Tour à tour journaliste, producteur et réalisateur de cinéma, Nicolas Steil a de nombreuses cordes à son arc acquises sur une scène internationale et c'est son expérience de cinéma (notamment le langage d'images) qu'il a voulu apporter à sa première mise en scène de théâtre. Tout est opposition dans cette mise en scène (extérieur/intérieur, gauche/droite, lumière/noir, homme/femme, rêve/réalité) à l'image du paradoxe auquel l'être humain doit faire face et du combat intérieur tout comme extérieur auquel il se livre. La guerre est omniprésente : contre soi, contre les autres, pour sa patrie. D'un côté de la scène, un soldat (Jérôme Varanfrain) parti très tôt à la guerre, est maintenant dans une tranchée remplie d'eau et de sang, au bord de la mort, tantôt agonisant, tantôt se reprenant, espérant en revivant quelques épisodes de sa vie. De l'autre côté, une femme devenue prostituée (Véronique Fauconnet) qui se rappelle qu'elle a connu le bonheur mais que celui-ci l'a quitté brutalement. Et elle ne s'en remet pas. Elle se refuse à accepter sa nouvelle vie et veut y mettre un terme, elle est à la fois salie par ces hommes qui viennent la voir et en même temps cela lui donne du pouvoir sur eux. Habitée de sentiments ambigus, elle se torture et perd la raison.

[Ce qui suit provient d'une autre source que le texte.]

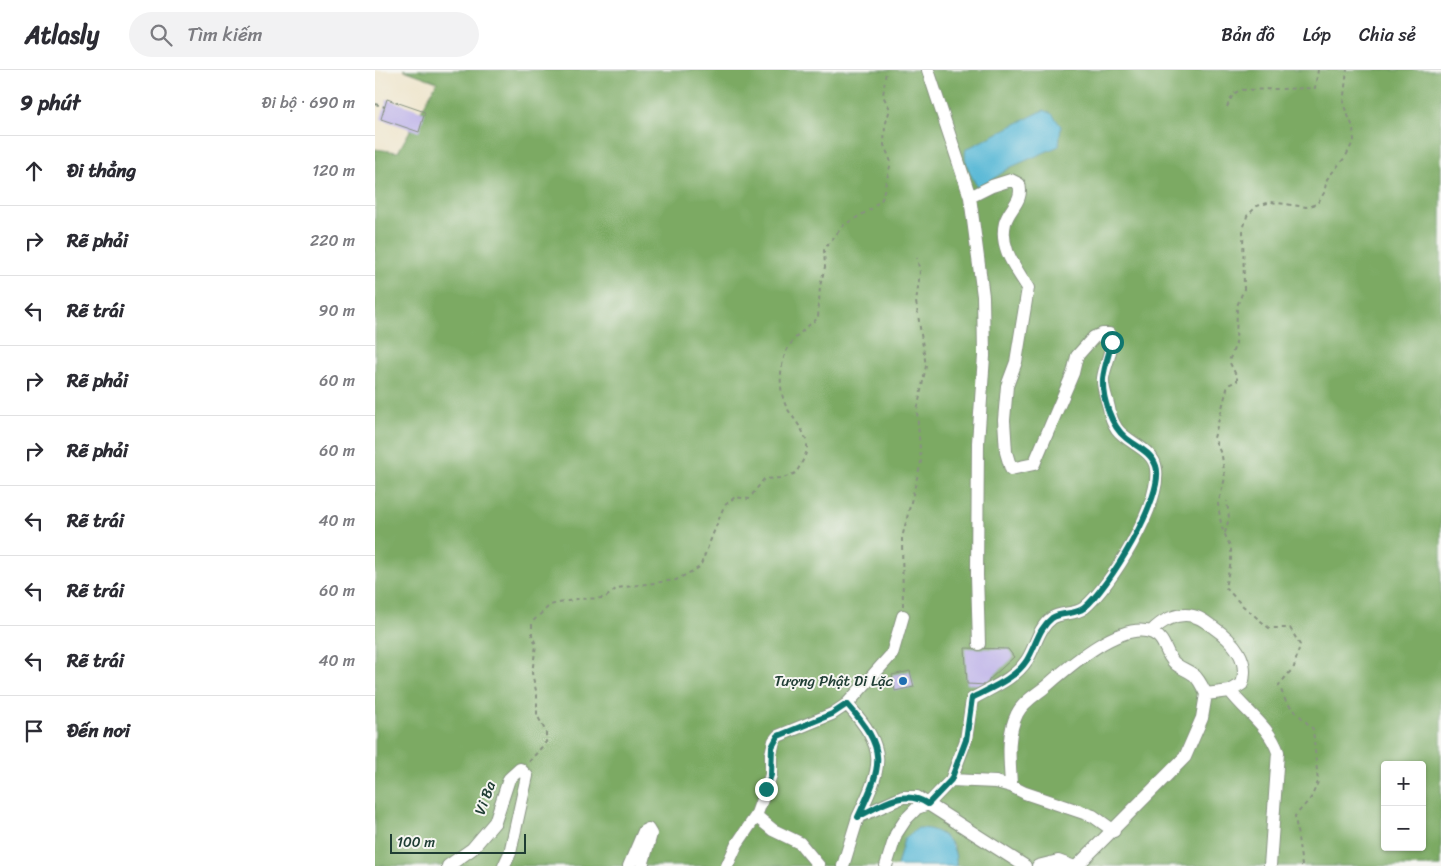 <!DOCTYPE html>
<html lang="vi">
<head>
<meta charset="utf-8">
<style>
	body { margin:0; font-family:Sriracha,sans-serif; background:#f2f2f3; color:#2b2b33 }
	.controls { position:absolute; right:15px; bottom:15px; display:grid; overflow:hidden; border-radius:5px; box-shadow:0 1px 4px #0004 }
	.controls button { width:45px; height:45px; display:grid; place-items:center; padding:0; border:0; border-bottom:1px solid #e1e1e2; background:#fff; color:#2b2b33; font:25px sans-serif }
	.scale { position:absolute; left:15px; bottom:12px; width:136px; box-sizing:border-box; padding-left:5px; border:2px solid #1f3d34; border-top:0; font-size:14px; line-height:18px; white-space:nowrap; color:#1f3d34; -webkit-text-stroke:4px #f6f6f2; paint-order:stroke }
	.stop { position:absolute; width:15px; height:15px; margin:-11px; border:4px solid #0f766e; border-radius:50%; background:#fff }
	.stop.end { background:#0f766e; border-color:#fff; box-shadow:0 1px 5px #0008 }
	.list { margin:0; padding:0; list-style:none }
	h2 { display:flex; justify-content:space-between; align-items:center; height:65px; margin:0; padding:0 20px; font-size:21px }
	h2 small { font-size:16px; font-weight:400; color:#7c7c81 }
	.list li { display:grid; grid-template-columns:32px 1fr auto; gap:15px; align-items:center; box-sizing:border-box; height:70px; padding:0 20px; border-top:1px solid #e1e1e2 }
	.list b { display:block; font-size:19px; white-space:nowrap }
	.list em { font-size:16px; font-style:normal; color:#7c7c81 }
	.icon { flex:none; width:28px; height:28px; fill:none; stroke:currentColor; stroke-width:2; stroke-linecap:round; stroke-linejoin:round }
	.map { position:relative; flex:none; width:1066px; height:796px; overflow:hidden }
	header { display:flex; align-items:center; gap:30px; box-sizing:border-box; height:70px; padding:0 25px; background:#fff; border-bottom:1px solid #e1e1e2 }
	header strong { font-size:24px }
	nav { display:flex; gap:28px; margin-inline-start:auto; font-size:18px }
	.search { width:350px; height:45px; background:#f2f2f3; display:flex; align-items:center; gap:12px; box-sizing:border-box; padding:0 18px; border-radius:28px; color:#7c7c81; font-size:19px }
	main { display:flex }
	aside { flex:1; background:#fff }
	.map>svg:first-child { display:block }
	.forest { fill:#7baa64; stroke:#4d744c; fill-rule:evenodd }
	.water { fill:#57b8d6; stroke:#3b7a85 }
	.building { fill:#beb2e8 }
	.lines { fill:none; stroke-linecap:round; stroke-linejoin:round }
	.minor-casing { stroke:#879281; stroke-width:14 }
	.path { stroke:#879281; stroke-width:2; stroke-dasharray:4 4; stroke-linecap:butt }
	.minor { stroke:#fff; stroke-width:12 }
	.route { stroke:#0f766e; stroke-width:6 }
	.poi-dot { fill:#1f6fb2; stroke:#f6f6f2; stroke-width:2 }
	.labels { text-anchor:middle; stroke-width:4; stroke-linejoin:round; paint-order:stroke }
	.poi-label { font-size:15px; fill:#1f3d34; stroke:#f6f6f2; text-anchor:end }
	.street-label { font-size:15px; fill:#1f3d34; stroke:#f6f6f2 }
</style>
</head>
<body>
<header>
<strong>Atlasly</strong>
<div class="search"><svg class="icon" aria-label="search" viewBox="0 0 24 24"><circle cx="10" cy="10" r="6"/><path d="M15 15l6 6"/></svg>Tìm kiếm</div>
<nav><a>Bản đồ</a><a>Lớp</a><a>Chia sẻ</a></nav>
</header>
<main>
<aside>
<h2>9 phút<small>Đi bộ · 690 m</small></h2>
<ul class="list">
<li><svg class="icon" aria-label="ahead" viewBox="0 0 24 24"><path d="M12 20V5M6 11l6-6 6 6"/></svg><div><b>Đi thẳng</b></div><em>120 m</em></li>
<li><svg class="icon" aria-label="right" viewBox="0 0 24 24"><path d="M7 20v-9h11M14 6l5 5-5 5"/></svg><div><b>Rẽ phải</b></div><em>220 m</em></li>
<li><svg class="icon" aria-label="left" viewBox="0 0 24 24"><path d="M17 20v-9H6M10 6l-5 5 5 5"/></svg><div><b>Rẽ trái</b></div><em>90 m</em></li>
<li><svg class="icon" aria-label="right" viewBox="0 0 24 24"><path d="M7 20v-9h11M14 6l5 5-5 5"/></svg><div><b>Rẽ phải</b></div><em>60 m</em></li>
<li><svg class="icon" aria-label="right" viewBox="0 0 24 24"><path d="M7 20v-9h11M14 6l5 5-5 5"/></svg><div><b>Rẽ phải</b></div><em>60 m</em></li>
<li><svg class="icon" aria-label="left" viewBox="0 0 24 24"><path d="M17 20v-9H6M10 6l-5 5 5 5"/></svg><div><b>Rẽ trái</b></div><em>40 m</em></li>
<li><svg class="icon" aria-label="left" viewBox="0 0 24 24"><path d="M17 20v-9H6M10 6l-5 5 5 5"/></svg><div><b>Rẽ trái</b></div><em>60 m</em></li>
<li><svg class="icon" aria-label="left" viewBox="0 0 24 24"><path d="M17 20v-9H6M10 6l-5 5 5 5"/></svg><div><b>Rẽ trái</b></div><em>40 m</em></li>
<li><svg class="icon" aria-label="arrive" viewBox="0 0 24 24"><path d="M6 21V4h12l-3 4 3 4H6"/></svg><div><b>Đến nơi</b></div></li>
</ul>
</aside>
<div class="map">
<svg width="1066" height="796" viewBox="0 0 1066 796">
	<rect width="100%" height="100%" fill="#f6f6f2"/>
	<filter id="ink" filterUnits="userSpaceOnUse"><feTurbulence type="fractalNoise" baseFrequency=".02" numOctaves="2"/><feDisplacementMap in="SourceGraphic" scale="10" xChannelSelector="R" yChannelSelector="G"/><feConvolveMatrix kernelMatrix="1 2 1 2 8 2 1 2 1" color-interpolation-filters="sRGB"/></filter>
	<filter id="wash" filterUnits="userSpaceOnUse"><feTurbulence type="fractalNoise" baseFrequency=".0096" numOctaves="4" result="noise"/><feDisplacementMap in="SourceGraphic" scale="20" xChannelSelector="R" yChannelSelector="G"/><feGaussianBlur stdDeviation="1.12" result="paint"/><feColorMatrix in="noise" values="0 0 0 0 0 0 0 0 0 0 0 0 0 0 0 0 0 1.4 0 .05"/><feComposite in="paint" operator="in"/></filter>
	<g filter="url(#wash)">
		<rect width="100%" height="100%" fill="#efe6ce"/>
		<path class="forest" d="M 29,0 L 1066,0 L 1066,796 L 581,796 L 579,776 L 566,763 L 529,769 L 522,796 L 0,796 L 0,79 L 23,82 L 62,12 ZM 1010,695 L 1047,695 L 1047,777 L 1010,777 Z"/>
		<path class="water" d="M 669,40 L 677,44 L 686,56 L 684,76 L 636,97 L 603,119 C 598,108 587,92 591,79 Z
			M 543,758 C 565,757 583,773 581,796 L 522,796 L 529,769 Z"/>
		<g id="blocks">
			<path class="building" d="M 12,29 L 50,42 L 44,62 L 6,49 Z
				M 590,578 L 633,579 L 639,587 L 614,610 L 613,615 L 592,614 Z
				M 535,601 L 539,617 L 520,621 L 517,605 Z"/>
		</g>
	</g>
	<g filter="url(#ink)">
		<use href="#blocks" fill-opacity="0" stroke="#879281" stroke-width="1"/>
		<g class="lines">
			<defs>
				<path id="minor" d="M 553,0 L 595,127 L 608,226 L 609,286 L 603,373 L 602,505 L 604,574
					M 776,562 C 786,551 802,542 818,546 C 825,547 832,553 838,557 C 858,571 875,589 867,614 L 855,621 L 831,624
					M 855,621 C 871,642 894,656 903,682 L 895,796
					M 472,634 C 513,680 508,694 483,747
					M 576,710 L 621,712 L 636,716 L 650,723 L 718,746 L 739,761
					M 636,716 C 635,692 631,666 642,644 C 647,633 660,625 669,618 C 691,599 746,549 778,563 C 789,569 789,577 795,587 C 801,598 810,598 819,605 C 824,609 828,618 831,624 L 827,648 L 810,687 L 702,796
					M 73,796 L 97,779 L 120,752 L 134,709 L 145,699 L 152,706 L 135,783 L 129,796
					M 254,796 L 269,761 L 273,759 L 276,764 L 267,796
					M 352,796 L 362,774 L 381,746
					M 444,796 L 425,773 L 398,760 L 381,746 L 396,705 L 396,684 L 399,671 L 403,666 L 457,644 L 472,634 L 517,584 L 528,546
					M 468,796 L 483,747 L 528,727 L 542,727 L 650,796
					M 511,796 L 521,764 L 531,749 L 542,738 L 553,734 L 576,710 L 591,670 L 597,629 C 616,618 640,609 652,590 C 661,576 663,558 677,548 C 686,542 700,545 709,538 C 736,516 786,434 781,399 C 779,379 752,373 742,359 C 738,353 735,345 734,338 C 732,329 727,318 728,308 C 730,293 740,279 734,264 L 727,264 L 719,267 L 702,286 L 698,303 L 659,394 L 636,399 L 631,382 L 629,350 L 632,316 L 641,292 L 653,218 C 641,198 624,178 630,153 C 634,138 649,131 644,114 L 636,110 L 617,116 L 595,127
					M 663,796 L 683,791 L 697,796"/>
			</defs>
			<use href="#minor" class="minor-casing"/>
			<path class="path" d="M 0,34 L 10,37
				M 852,37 L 858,24 L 866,20 L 940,18 L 943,0
				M 850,463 L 854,448 L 852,431
				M 528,536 L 527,468 L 546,392 L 542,341 L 551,296 L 541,232 L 545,202 L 542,188
				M 154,692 L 171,672 L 171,662 L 162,645 L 162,625 L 157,603 L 161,575 L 157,565 L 157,552 L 175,535 L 202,529 L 230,528 L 242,518 L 301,510 L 325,497 L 349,436 L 360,427 L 374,429 L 389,409 L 408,408 L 421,403 C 425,395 433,384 432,375 C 430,360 419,350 412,338 C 403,322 404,294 413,278 C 420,266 433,256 443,248 L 445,216 L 450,197 L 449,179 L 469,155 L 496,139 L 507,129 L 516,92 L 509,75 L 510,56 L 515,39 L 508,26 L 511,0
				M 927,796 L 920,746 L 936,728 L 943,712 L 938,659 L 911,632 L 904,615 L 919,597 L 925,575 L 915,558 L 894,558 L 868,536 L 850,517 L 856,492 L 856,478 L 847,458 L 845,448 L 843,434 L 850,408 L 847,386 L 839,368 L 853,315 L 862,311 L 862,307 L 854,291 L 861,273 L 862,236 L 869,219 L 868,160 L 872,146 L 882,136 L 896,132 L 931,137 L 942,134 L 949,123 L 952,109 L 971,86 L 979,70 L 978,57 L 968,34 L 972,0"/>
			<use href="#minor" class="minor"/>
		</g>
	</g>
	<g class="lines" filter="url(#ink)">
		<path class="route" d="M 391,719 L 396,705 L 397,677 L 403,666 L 457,644 L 472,634 C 513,680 508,694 483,747 C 506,735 529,718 553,734 L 576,710 L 591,670 L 597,628 C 616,618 640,609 652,590 C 661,576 663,559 677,548 C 686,542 700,545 709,538 C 732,520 791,425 781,396 C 776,382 761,376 751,368 C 736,356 727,328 728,309 C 729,297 734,284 737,272"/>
	</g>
	<circle class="poi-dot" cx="528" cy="611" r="5"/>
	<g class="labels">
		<g class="poi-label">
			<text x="518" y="616">Tượng Phật Di Lặc</text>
		</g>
		<g class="street-label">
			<text transform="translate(110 728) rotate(-70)" y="5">Vi Ba</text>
		</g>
	</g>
</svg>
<div class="controls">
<button>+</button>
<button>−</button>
</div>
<div class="scale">100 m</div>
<div class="stop" style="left:737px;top:272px"></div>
<div class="stop end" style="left:391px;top:719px"></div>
</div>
</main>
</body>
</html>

Combat est à la fois une oeuvre dramatique et lyrique. Un texte où l'on se perd dans toute sorte de notions abstraites : les sentiments, les états, les valeurs. C'est un déferlement de mots, écrit comme une partition musicale avec des changements de tons fréquents. Une pièce aux multiples interprétations possibles, mais où la précision est indispensable. « La poésie, la musique, le choix des accents, les émotions » ont fait l'objet d'un travail minutieux entre le metteur en scène et les comédiens.
Des comédiens qui s'investissent complètement dans leur rôle et sans doute trop pour Jérôme Varanfrain qui, du coup, perd la distance nécessaire entre un comédien et son personnage, cette distance qui permet d'éviter l'excès. Son jeu apparaît alors exagéré et manque ainsi de nuances et de finesse. En revanche, Véronique Fauconnet peut être félicitée pour son interprétation pleine de maturité et de subtilité.
Combat est une pièce difficile dans tous les sens du terme. Difficile à comprendre, à interpréter et à mettre en scène. C'était donc un véritable challenge, un pari risqué et plus qu'une véritable réussite, c'est cette action qui est remarquable. Cette volonté de faire évoluer le public, de lui proposer une alternative au théâtre classique d'une part et à la comédie légère d'autre part, qui s'ajoute à une volonté d'attirer les jeunes.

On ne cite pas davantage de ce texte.